Liquor is a safe and extensible templating language that compiles to Ruby. It can be thought of as a replacement of Liquid, though it does not provide a migration path.

Installation

Add this line to your application's Gemfile:

gem 'liquor'

And then execute:

$ bundle

Or install it yourself as:

$ gem install liquor

Usage

The language is described in the specification.

Compiling templates

The Liquor templates are rendered in two stages. First, you need to compile them using Liquor::Manager. Assuming templates is a hash mapping template names to contents and predefined variables, the following code demonstrates the usage of Liquor::Manager:

manager = Liquor::Manager.new

templates.each do |name, (body, predefined)|
  if manager.partial? name
    manager.register_partial name, body
  else
    manager.register_template name, body, predefined
  end
end

unless manager.compile
  manager.errors.each do |error|
    source, * = templates[error.location[:file]]
    puts error.decorate(source)
  end
end

The error.decorate call will extract the corresponding line from the source and highlight the character range that caused the error.

Rendering templates

The context is a hash that is shared between the layout and the inner template.

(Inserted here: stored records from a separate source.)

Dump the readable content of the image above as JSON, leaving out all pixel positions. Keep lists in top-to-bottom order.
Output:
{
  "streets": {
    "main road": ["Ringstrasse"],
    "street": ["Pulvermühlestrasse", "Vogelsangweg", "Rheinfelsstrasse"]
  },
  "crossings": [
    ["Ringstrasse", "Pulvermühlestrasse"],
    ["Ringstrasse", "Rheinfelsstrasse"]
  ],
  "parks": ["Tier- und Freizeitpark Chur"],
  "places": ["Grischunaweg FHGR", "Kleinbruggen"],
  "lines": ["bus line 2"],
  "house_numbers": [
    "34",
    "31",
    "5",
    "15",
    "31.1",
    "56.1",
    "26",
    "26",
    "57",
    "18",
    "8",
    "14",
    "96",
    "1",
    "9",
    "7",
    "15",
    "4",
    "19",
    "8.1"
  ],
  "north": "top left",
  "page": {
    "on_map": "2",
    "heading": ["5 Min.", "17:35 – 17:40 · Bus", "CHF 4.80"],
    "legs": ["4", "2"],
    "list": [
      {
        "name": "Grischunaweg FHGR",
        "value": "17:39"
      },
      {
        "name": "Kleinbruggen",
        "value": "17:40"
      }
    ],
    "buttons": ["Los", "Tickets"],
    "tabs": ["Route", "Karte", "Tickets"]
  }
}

The layout_environment and inner_environment contain the list of variables initially provided to corresponding template; it must match the value of predefined of the template at compilation time.

context ||= {}

# Production-mode code
diagnostics = Liquor::Runtime.capture_diagnostics do
  inner = manager.render(template_name, inner_environment, context)
  manager.render(layout_name, layout_environment, context.merge(_inner_template: inner))
end

# Development-mode code
Liquor::Runtime.with_fatal_deprecations do
  # idem
end

The difference between development-mode and production-mode code is that in development mode, all runtime errors are raised as Liquor::Diagnostic exceptions, and in production mode, they are returned from Liquor::Runtime.capture_diagnostics instead.

The code to perform decoration of the errors is the same as for compile-time errors.

Additionally, both development-mode and production-mode code can raise Liquor::HostError at render time, reserved for uncaught Ruby exceptions inside Liquor code.

Extending Liquor

Liquor functions are similar to Ruby functions. They should not have any side effects. To learn how to define your own Liquor functions, see lib/stdlib/builtin_functions.rb.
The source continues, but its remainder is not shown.